> **TASK STATEMENT**
The expected output is a verbatim reprint of the lines from the beginning of the data that follows through the line that contains "Summarize the content".

(Stored items)
==*==

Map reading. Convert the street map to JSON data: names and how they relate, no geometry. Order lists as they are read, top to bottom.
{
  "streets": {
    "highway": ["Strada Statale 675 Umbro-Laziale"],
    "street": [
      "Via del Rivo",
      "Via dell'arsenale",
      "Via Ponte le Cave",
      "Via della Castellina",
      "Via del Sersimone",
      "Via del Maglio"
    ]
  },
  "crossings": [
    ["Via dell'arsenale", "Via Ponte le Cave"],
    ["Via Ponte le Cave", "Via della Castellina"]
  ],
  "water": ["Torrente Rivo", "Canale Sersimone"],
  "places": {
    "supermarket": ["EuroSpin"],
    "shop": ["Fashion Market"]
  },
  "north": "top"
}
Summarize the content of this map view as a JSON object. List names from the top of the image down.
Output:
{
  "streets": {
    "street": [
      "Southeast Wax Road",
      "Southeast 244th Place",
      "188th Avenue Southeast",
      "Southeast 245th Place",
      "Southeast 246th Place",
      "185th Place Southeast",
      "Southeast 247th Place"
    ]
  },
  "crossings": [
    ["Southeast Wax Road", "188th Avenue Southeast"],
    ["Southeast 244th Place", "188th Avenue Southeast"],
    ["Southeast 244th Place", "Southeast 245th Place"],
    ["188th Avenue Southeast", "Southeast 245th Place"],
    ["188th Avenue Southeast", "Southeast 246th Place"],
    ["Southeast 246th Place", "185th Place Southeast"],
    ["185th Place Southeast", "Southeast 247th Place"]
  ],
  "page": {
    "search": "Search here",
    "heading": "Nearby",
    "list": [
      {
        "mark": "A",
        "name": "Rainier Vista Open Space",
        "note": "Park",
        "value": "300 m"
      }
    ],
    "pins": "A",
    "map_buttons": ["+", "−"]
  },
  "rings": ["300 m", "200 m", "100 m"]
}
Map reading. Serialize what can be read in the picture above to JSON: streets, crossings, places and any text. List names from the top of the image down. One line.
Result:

==*==

> **RESULT OF THE EXERCISE**
Map reading. Convert the street map to JSON data: names and how they relate, no geometry. Order lists as they are read, top to bottom.
{
  "streets": {
    "highway": ["Strada Statale 675 Umbro-Laziale"],
    "street": [
      "Via del Rivo",
      "Via dell'arsenale",
      "Via Ponte le Cave",
      "Via della Castellina",
      "Via del Sersimone",
      "Via del Maglio"
    ]
  },
  "crossings": [
    ["Via dell'arsenale", "Via Ponte le Cave"],
    ["Via Ponte le Cave", "Via della Castellina"]
  ],
  "water": ["Torrente Rivo", "Canale Sersimone"],
  "places": {
    "supermarket": ["EuroSpin"],
    "shop": ["Fashion Market"]
  },
  "north": "top"
}
Summarize the content of this map view as a JSON object. List names from the top of the image down.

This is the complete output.